• _Description of the task_
Print the listing below from its opening line through the line holding "filter:drop-shadow(0 0 1px", both ends included.

┄┄┄┄┄┄┄┄┄┄

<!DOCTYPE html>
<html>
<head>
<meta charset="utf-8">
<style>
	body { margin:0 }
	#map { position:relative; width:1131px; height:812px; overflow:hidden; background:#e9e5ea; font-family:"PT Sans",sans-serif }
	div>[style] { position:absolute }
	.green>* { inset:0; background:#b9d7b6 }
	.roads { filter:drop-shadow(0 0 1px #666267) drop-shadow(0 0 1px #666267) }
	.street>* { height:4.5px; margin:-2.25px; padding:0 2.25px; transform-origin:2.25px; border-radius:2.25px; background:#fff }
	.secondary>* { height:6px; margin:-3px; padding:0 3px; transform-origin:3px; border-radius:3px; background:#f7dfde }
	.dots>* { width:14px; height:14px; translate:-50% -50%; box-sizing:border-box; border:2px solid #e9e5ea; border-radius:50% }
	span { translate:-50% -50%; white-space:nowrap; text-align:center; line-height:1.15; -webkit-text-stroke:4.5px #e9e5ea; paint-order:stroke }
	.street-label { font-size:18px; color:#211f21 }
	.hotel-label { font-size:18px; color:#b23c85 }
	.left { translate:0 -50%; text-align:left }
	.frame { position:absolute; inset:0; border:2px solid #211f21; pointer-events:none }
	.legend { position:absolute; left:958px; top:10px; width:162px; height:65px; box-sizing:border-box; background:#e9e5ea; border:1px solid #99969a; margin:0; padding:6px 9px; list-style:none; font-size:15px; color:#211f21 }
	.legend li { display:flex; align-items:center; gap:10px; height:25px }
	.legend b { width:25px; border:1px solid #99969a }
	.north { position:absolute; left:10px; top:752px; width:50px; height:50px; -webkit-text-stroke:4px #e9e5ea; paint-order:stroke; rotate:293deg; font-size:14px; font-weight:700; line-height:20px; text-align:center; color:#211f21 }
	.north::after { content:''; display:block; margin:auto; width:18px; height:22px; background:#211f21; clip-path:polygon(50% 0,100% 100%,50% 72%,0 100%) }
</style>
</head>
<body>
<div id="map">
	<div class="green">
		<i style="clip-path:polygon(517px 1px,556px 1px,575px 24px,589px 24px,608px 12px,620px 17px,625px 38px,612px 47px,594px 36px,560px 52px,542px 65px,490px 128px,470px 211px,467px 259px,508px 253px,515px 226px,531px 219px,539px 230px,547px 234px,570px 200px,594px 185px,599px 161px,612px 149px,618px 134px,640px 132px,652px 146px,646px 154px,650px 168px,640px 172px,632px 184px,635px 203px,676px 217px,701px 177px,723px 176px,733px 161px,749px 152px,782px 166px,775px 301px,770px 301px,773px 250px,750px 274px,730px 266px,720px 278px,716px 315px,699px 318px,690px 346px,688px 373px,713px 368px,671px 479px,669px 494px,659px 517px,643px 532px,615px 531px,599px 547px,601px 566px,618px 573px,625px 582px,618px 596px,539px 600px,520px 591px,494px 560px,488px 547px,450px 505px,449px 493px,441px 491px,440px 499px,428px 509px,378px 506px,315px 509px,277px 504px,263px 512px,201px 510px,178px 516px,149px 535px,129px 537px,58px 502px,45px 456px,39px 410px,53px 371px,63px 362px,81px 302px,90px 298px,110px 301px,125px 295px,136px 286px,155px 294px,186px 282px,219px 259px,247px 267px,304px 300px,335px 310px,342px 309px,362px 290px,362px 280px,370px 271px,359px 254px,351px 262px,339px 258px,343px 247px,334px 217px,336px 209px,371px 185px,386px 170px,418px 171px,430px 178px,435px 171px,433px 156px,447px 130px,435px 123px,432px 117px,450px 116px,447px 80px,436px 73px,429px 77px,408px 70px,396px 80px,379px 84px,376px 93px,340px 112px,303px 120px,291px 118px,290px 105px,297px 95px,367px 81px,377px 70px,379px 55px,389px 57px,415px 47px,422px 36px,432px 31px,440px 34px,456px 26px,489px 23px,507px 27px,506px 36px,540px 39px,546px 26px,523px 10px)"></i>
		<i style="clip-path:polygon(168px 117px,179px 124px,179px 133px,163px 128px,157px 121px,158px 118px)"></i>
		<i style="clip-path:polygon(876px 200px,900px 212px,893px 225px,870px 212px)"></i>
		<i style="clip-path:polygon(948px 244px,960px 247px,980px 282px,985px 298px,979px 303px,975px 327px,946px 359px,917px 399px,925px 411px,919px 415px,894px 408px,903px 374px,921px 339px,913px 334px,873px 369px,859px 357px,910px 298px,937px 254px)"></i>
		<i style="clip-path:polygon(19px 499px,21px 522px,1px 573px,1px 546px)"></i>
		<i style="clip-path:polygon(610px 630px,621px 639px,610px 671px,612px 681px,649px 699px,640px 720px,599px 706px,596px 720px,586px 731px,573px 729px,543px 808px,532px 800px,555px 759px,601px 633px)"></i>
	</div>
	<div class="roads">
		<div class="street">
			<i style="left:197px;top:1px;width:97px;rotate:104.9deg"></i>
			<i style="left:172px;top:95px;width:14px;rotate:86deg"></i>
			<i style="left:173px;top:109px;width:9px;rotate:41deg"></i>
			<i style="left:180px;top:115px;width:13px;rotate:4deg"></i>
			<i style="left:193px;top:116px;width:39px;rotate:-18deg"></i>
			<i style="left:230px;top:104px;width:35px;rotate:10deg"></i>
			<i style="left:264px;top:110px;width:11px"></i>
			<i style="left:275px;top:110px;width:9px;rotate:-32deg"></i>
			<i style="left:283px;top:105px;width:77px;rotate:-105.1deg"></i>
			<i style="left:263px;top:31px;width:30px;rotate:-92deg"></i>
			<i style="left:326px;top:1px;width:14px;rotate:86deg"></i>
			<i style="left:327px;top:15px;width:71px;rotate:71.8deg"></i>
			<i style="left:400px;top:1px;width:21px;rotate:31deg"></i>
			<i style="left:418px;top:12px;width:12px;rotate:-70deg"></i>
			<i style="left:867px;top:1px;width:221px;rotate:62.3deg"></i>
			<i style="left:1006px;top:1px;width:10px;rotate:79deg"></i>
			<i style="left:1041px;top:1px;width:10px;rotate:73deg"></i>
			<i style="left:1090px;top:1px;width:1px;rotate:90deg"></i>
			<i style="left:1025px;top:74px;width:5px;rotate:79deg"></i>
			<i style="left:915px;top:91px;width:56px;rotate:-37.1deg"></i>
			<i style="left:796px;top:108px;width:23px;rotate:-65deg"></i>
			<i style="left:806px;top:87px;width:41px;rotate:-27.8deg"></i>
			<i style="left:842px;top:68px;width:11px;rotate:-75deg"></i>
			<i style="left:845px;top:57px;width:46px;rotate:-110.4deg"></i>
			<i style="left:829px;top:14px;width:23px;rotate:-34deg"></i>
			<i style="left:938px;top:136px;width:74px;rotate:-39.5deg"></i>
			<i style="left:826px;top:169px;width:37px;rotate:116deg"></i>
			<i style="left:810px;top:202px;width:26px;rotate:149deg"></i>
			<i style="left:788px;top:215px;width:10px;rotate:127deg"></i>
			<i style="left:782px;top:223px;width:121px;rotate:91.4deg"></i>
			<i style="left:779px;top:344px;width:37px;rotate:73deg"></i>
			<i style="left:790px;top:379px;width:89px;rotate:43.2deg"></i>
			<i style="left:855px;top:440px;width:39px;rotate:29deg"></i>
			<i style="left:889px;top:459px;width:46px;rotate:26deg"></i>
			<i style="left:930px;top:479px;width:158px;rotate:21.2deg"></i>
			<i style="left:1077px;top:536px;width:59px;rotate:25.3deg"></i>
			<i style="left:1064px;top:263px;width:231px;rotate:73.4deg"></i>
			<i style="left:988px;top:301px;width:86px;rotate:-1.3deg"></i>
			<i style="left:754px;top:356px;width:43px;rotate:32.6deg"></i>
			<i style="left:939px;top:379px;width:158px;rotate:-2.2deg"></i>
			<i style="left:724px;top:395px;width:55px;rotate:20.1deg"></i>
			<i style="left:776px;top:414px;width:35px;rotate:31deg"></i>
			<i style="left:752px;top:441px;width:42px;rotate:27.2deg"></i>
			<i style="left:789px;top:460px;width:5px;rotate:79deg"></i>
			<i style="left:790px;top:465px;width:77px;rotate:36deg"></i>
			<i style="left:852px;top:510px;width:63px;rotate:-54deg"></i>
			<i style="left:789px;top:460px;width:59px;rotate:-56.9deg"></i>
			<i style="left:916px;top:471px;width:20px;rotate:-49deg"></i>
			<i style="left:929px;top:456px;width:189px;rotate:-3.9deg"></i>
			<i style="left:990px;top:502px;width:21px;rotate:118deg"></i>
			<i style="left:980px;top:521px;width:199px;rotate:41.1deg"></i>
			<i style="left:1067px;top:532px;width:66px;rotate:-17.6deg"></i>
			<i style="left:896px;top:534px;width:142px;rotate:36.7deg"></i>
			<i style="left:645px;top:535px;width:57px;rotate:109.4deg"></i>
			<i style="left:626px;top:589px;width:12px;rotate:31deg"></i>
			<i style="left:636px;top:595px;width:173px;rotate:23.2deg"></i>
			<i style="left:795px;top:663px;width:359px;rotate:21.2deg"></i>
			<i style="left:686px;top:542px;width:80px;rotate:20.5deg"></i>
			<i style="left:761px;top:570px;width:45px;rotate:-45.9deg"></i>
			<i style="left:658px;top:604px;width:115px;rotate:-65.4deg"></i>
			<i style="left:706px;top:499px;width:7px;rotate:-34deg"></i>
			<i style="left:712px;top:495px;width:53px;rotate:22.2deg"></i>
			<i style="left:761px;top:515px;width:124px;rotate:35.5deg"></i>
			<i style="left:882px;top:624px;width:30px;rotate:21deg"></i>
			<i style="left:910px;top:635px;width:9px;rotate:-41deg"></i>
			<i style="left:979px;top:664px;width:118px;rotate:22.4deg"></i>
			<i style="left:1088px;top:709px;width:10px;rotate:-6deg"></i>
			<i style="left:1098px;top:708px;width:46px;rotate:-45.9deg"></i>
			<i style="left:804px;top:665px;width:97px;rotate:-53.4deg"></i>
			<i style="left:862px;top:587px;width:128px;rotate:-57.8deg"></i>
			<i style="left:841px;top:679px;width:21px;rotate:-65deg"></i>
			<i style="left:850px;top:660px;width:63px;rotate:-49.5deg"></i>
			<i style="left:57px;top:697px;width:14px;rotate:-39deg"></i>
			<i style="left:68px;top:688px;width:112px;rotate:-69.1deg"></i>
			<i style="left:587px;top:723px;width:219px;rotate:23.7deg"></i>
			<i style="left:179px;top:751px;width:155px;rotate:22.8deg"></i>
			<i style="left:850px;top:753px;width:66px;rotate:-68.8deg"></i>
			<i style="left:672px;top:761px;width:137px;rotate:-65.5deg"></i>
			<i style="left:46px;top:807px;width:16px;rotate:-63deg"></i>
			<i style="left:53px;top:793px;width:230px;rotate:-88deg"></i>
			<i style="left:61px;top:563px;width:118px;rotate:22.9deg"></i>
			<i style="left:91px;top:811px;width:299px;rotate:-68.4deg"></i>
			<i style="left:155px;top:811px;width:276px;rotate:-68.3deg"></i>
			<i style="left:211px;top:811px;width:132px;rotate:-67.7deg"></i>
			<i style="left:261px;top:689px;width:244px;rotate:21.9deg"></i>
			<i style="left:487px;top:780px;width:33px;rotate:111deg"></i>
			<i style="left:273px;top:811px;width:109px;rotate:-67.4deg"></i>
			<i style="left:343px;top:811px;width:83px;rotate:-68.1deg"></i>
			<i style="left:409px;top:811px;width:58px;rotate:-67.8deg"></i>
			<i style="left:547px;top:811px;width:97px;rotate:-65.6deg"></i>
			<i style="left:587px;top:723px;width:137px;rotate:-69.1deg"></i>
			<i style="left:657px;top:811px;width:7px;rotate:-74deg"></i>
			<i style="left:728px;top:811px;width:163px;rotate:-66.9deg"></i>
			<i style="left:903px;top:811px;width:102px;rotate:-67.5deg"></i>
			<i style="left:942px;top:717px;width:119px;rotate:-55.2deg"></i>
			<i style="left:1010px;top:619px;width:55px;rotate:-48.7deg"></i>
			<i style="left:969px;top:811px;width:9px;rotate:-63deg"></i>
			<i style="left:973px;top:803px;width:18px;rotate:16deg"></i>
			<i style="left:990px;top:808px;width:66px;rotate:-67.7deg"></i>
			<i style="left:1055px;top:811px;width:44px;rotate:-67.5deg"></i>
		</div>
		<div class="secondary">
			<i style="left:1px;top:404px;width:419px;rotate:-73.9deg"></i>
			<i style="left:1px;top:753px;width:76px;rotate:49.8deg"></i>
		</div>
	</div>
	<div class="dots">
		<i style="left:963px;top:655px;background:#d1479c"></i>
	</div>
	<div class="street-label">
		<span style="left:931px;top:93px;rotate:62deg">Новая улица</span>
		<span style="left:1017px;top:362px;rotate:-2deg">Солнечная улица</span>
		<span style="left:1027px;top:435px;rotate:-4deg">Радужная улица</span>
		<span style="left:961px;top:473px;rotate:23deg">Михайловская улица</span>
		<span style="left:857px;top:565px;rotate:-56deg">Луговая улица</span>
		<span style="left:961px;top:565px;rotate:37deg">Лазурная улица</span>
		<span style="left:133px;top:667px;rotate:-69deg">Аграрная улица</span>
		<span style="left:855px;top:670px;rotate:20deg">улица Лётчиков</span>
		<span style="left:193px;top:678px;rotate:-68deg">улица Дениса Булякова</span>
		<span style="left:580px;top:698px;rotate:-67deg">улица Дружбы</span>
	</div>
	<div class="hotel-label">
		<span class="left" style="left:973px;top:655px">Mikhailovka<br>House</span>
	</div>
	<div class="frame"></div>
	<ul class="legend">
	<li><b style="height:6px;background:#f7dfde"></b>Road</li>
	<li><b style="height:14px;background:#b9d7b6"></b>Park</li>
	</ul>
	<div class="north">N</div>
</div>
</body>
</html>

┄┄┄┄┄┄┄┄┄┄

• _Written answer_
<!DOCTYPE html>
<html>
<head>
<meta charset="utf-8">
<style>
	body { margin:0 }
	#map { position:relative; width:1131px; height:812px; overflow:hidden; background:#e9e5ea; font-family:"PT Sans",sans-serif }
	div>[style] { position:absolute }
	.green>* { inset:0; background:#b9d7b6 }
	.roads { filter:drop-shadow(0 0 1px #666267) drop-shadow(0 0 1px #666267) }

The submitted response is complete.